Hacker News new | ask | show | jobs
GPTCache: Slash Your LLM API Costs by 10x (github.com)
18 points by fhaltmayer 1168 days ago
3 comments

Keep up the awesome work. I've run across this problem myself - I somehow used $20 just testing a small demo I made with GPT-3.5.

As most ML is inherently probabilistic, it seems reasonable to make an LLM cache both semantic and _stochastic_, i.e. you wouldn't want the same answer every time you use "pick me a color" as prompt. Injecting the original LLM (GPT, Bard, etc) response as prompt for alpaca or some other model could make this cache virtually invisible.

The idea of incorporating stochastic behavior to the cache is fascinating, as it would indeed allow for more dynamic and diverse responses to certain types of queries. Combining different LLMs to achieve this could be an interesting approach to explore.
It looks like a game-changer for those working with LLM services. By caching query results, it effectively cuts down the number of requests and token count sent to the LLM service, leading to a substantial reduction in overall costs.

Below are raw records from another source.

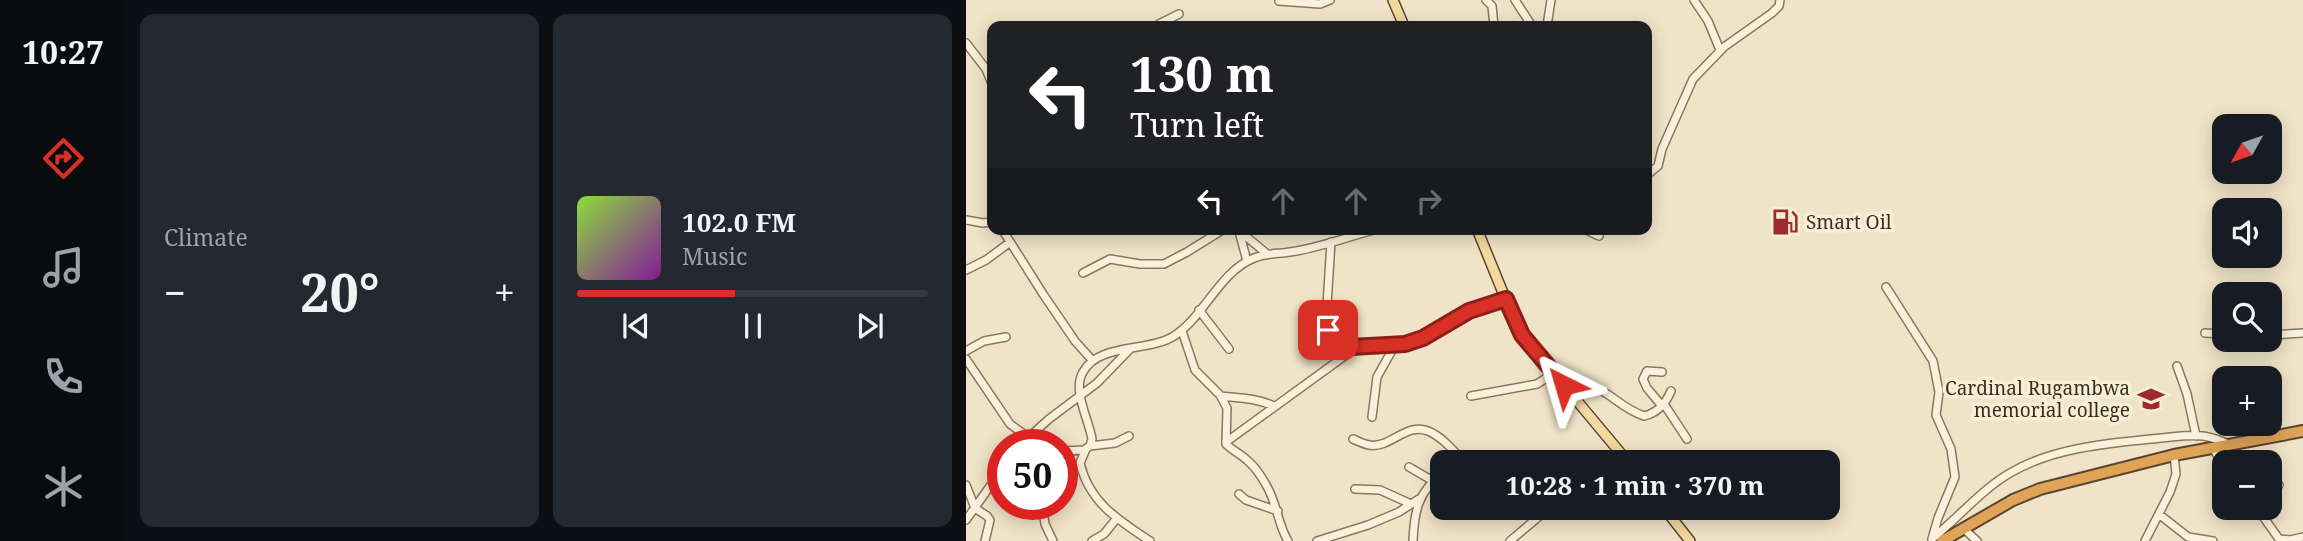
<!DOCTYPE html>
<html lang="en">
<head>
<meta charset="utf-8">
<style>
  body { margin:0; font-family:"Noto Serif",serif; background:#242831; color:#f1f3f6; height:100vh; display:flex; flex-direction:column; font-size:26px; white-space:nowrap }
  * { box-sizing:border-box; margin:0 }
  p { font-size:23px; color:#9ea1a6 }
  .icon { flex:none; width:38px; height:38px; fill:none; stroke:currentColor; stroke-width:2; stroke-linecap:round; stroke-linejoin:round }
  .map { position:relative; flex:1; overflow:hidden }
  .details { display:flex; flex-direction:column; gap:14px; padding:14px; background:#0d0f14; width:840px }
  .details>* { flex:none }
  .banner { position:absolute; left:21px; top:21px; width:665px; height:214px; border-radius:14px; box-shadow:0 4px 18px #0003; background:#202124; color:#fff; overflow:hidden }
  .needle { width:46px; rotate:230deg }
  .fabs { position:absolute; left:1246px; top:114px; display:grid; gap:14px }
  .fabs a { display:grid; place-items:center; width:70px; height:70px; border-radius:14px; background:#171b24; box-shadow:0 4px 18px #0003; font-size:35px }
  .speed { position:absolute; left:21px; top:429px; display:flex; gap:14px; font-size:35px; font-weight:700; text-align:center }
  .speed>* { display:grid; place-content:center; width:91px; height:91px; border-radius:50%; background:#171b24; box-shadow:0 4px 18px #0003; line-height:1 }
  .speed .limit { border:10px solid #d22; background:#fff; color:#111 }
  .pin { position:absolute; display:grid; place-items:center; width:60px; height:60px; color:#fff; margin:-30px; border-radius:14px; box-shadow:0 4px 10px #0006 }
  .me { position:absolute; width:77px; margin:-38px; rotate:320deg; stroke-linejoin:round; filter:drop-shadow(0 0 5px #0008) }
  .turn { display:flex; align-items:center; gap:24px; height:147px; padding:0 28px; font-size:32px }
  .turn .icon { width:91px; height:91px; stroke-width:2.5 }
  .turn b { display:block; font-size:49px; line-height:60px }
  .lanes { display:flex; align-items:center; height:66px; padding:0 28px; background:#0003; justify-content:center; gap:35px; direction:ltr }
  .lanes .off { opacity:.35 }
  .big { font-size:52px; font-weight:700; line-height:1.1 }
  .details .card { flex:1; display:flex; flex-direction:column; justify-content:center; gap:10px; min-width:0; padding:0 24px; border-radius:14px; background:#242831 }
  .song { display:flex; align-items:center; gap:21px }
  .cover { width:84px; height:84px; border-radius:10px; background:linear-gradient(135deg,hsl(90 70% 55%),hsl(290 70% 35%)) }
  .played { height:7px; border-radius:4px; background:linear-gradient(90deg,#d93025 45%,#363941 45%) }
  .keys { display:flex; justify-content:space-around; direction:ltr }
  .heat { display:flex; justify-content:space-between; align-items:center; font-size:38px; direction:ltr }
  .details .tiles { flex:1; display:grid; gap:14px; grid-template-columns:repeat(2,1fr) }
  .trip { position:absolute; left:464px; top:450px; width:410px; height:70px; border-radius:14px; background:#171b24; box-shadow:0 4px 18px #0003; font-weight:700; line-height:70px; text-align:center }
  main { display:flex; flex:1; min-height:0 }
  .tab-bar { display:flex; flex-direction:column; width:126px; justify-content:space-around; align-items:center; background:#090b0e; color:#9ea1a6 }
  .tab-bar .icon { width:49px; height:49px }
  .tab-bar .active { color:#d93025 }
  .tab-bar b { font-size:32px; color:#f1f3f6 }
  .map>svg:first-child { display:block }
  .lines { fill:none; stroke-linecap:round; stroke-linejoin:round }
  .minor-casing { stroke:#8d765c; stroke-width:10 }
  .major-casing { stroke:#5b4430; stroke-width:12 }
  .highway-casing { stroke:#5b4430; stroke-width:14 }
  .minor { stroke:#faf1dc; stroke-width:7 }
  .major { stroke:#f3d9a0; stroke-width:9 }
  .highway { stroke:#e0a458; stroke-width:10 }
  .route-casing { stroke:#8d1f18; stroke-width:18 }
  .route { stroke:#d93025; stroke-width:12 }
  .labels { text-anchor:middle; dominant-baseline:central; stroke-width:7; stroke-linejoin:round; paint-order:stroke }
  .poi-label { font-size:19px; fill:#3d2e20; stroke:#f7eed8; text-anchor:start }
</style>
</head>
<body>
<main>
<nav class="tab-bar">
<b>10:27</b>
<svg class="icon active" aria-label="directions" viewBox="0 0 24 24"><path d="M12 3l9 9-9 9-9-9zM9 14v-3h6M13 9l2 2-2 2"/></svg>
<svg class="icon" aria-label="music" viewBox="0 0 24 24"><path d="M9 18V5l10-2v13"/><circle cx="6" cy="18" r="3"/><circle cx="16" cy="16" r="3"/></svg>
<svg class="icon" aria-label="phone" viewBox="0 0 24 24"><path d="M5 4h4l2 5-3 2q2 4 5 5l2-3 5 2v4C11 20 4 13 5 4z"/></svg>
<svg class="icon" aria-label="climate" viewBox="0 0 24 24"><path d="M12 3v18M4 7l16 10M4 17L20 7"/></svg>
</nav>
<section class="details">
<div class="tiles">
<div class="card"><p>Climate</p>
<div class="heat"><a>−</a><b class="big">20°</b><a>+</a></div>
</div>
<div class="card">
<div class="song"><i class="cover"></i><div><b>102.0 FM</b><p>Music</p></div></div>
<div class="played"></div>
<div class="keys"><svg class="icon" aria-label="previous" viewBox="0 0 24 24"><path d="M18 5L8 12l10 7zM5 5v14"/></svg><svg class="icon" aria-label="pause" viewBox="0 0 24 24"><path d="M8 5v14M16 5v14"/></svg><svg class="icon" aria-label="next" viewBox="0 0 24 24"><path d="M6 5l10 7-10 7zM19 5v14"/></svg></div>
</div>
</div>
</section>
<div class="map">
<svg width="1337" height="541" viewBox="0 0 1337 541">
  <rect width="100%" height="100%" fill="#f0e4c8"/>
  <g class="lines">
    <!-- minor casing -->
    <g class="minor-casing">
      <path id="minor" d="M520,0L526,6L528,26
        M549,0L566,26
        M728,0L742,21L754,50
        M313,1L354,4L364,0
        M193,24L213,14
        M581,26L585,0
        M0,43L20,69L26,84
        M681,175L692,166L696,149L727,79L758,47L806,13L813,6L814,0
        M0,220L17,223L26,222
        M36,229L77,294L109,341L126,360
        M271,229L300,253
        M618,229L633,236
        M274,235L281,261
        M365,242L360,321L362,330L368,338L385,347L438,344L457,338L503,311L540,299
        M0,270L20,260L43,243
        M117,273L144,259L174,264H198L221,252L258,229
        M920,287L967,361L973,392L970,415L985,449L989,477L972,518L966,539
        M233,310L263,349
        M216,331L229,370L254,395L261,408L260,444C267,451 275,454 282,461C289,467 295,476 299,483C312,504 311,523 322,541
        M1239,333L1258,334
        M1304,335L1337,333
        M0,351L18,341L40,337
        M0,359L44,424L71,444
        M1211,366L1221,394L1230,436
        M696,372L681,371L677,379L681,388L696,406
        M598,385C640,379 644,404 678,416C691,413 700,403 705,391
        M255,396C274,398 290,398 308,406
        M505,396L571,384L588,373
        M698,404L721,439
        M406,417L411,377L429,345
        M62,438L83,419L131,383L164,349
        M387,439C392,441 397,444 403,445C424,449 440,422 462,431C475,436 487,450 496,460
        M260,442L391,347
        M124,446L149,443L163,436
        M1247,448L1258,467
        M120,449L114,463C123,502 152,520 184,541
        M96,451L118,450L124,446L126,439C123,420 106,390 117,372C132,343 183,352 208,336C239,316 253,272 288,258C300,253 312,254 324,252C354,248 383,236 412,229
        M493,462C508,456 528,456 543,462
        M443,467L467,481
        M0,485L9,508L21,516L24,520L19,541
        M389,489L414,490L445,504
        M1304,491L1313,485
        M273,494L280,500L312,511
        M76,504L79,524L87,541
        M636,508L650,511L658,508
        M1291,508L1313,539L1324,540L1337,537
        M1194,515L1222,537L1247,541
        M0,520L37,468
        M997,528L1011,541
        M966,539C992,518 1015,490 1044,473C1088,447 1145,443 1195,438C1209,437 1223,434 1237,436C1246,437 1255,441 1263,444
        M126,541L138,534L151,518
        M351,541L402,525L433,512L453,499
        M447,541C448,513 452,491 476,474
        M544,541L583,508
        M1179,541L1204,492L1210,474L1208,455"/>
    </g>
    <!-- major casing -->
    <g class="major-casing">
      <path id="major" d="M427,0L438,26
        M511,229L544,310L556,335L662,462
        M698,508L724,541"/>
    </g>
    <!-- highway casing -->
    <g class="highway-casing">
      <path id="highway" d="M976,541L1047,500L1074,489L1208,455L1337,431"/>
    </g>
    <!-- minor -->
    <use href="#minor" class="minor"/>
    <!-- major -->
    <use href="#major" class="major"/>
    <!-- highway -->
    <use href="#highway" class="highway"/>
  </g>
  <g class="lines">
    <!-- route casing -->
    <g class="route-casing">
      <path id="route" d="M362,330L368,338L385,347L439,344L457,338L503,311L540,299L556,335L598,385"/>
    </g>
    <!-- route -->
    <use href="#route" class="route"/>
  </g>
  <!-- icons -->
  <defs>
    <g id="fuel-bare" transform="scale(2.1)"><path d="M-5.5-6h7V0h2V4h1.3V-2.5L3-4.5l.8-.8L6-3V5H2.5V1h-1V6h-7ZM-4.2-4.7v3.2H.2V-4.7Z" fill="#9e2a2b" stroke="#f7eed8" stroke-width="2.5" paint-order="stroke"/></g>
    <g id="university-bare" transform="scale(2.1)"><path d="M0-5L7-2L0 1L-7-2ZM-4 1L0 2.5L4 1V4Q0 6-4 4Z" fill="#9e2a2b" stroke="#f7eed8" stroke-width="2.5" paint-order="stroke"/></g>
  </defs>
  <g fill-rule="evenodd">
    <use href="#fuel-bare" x="819" y="222"/>
    <use href="#university-bare" x="1185" y="399"/>
  </g>
  <g class="labels">
    <!-- poi labels -->
    <g class="poi-label">
      <text x="840" y="222">Smart Oil</text>
      <text x="1164" y="388" text-anchor="end">Cardinal Rugambwa<tspan x="1164" dy="22">memorial college</tspan></text>
    </g>
  </g>
</svg>
<div class="fabs">
<a><svg class="needle" viewBox="-14 -14 28 28"><path d="M0-13l5 13h-10z" fill="#e53935"/><path d="M0 13l5-13h-10z" fill="#9ea1a6"/></svg></a>
<a><svg class="icon" aria-label="sound" viewBox="0 0 24 24"><path d="M4 9h4l5-4v14l-5-4H4zM17 9q2 3 0 6"/></svg></a>
<a><svg class="icon" aria-label="search" viewBox="0 0 24 24"><circle cx="10" cy="10" r="6"/><path d="M15 15l6 6"/></svg></a>
<a>+</a>
<a>−</a>
</div>
<div class="speed"><div class="limit">50</div></div>
<div class="pin" style="left:362px;top:330px;background:#d93025"><svg class="icon" aria-label="arrive" viewBox="0 0 24 24"><path d="M6 21V4h12l-3 4 3 4H6"/></svg></div>
<svg class="me" style="left:598px;top:385px" viewBox="-20 -20 40 40"><path d="M0-17L14 15 0 8-14 15z" fill="#d93025" stroke="#fff" stroke-width="4"/></svg>
<div class="trip">10:28 · 1 min · 370 m</div>
<div class="banner">
<div class="turn"><svg class="icon" aria-label="left" viewBox="0 0 24 24"><path d="M17 20v-9H6M10 6l-5 5 5 5"/></svg><div><b>130 m</b>Turn left</div></div>
<div class="lanes"><svg class="icon" aria-label="left" viewBox="0 0 24 24"><path d="M17 20v-9H6M10 6l-5 5 5 5"/></svg><svg class="icon off" aria-label="ahead" viewBox="0 0 24 24"><path d="M12 20V5M6 11l6-6 6 6"/></svg><svg class="icon off" aria-label="ahead" viewBox="0 0 24 24"><path d="M12 20V5M6 11l6-6 6 6"/></svg><svg class="icon off" aria-label="right" viewBox="0 0 24 24"><path d="M7 20v-9h11M14 6l5 5-5 5"/></svg></div>
</div>
</div>
</main>
</body>
</html>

If you're leveraging LLMs for your projects, it's definitely worth giving GPTCache a look!

Between langchain and this it looks like every new LLM API wrapper startup is going to use python.
It's true that Python seems to be the go-to language for many LLM API wrapper projects. Its popularity in the AI and ML communities might be a contributing factor.
Definitely. And because of AI's now explosive popularity python might actually cement its position as the lingua franca of modern programming.

Not to mention the chatgpt code interpreter plugin allowing sandboxed python execution and many beginners starting to code with llms, nearly everything will be in python eventually.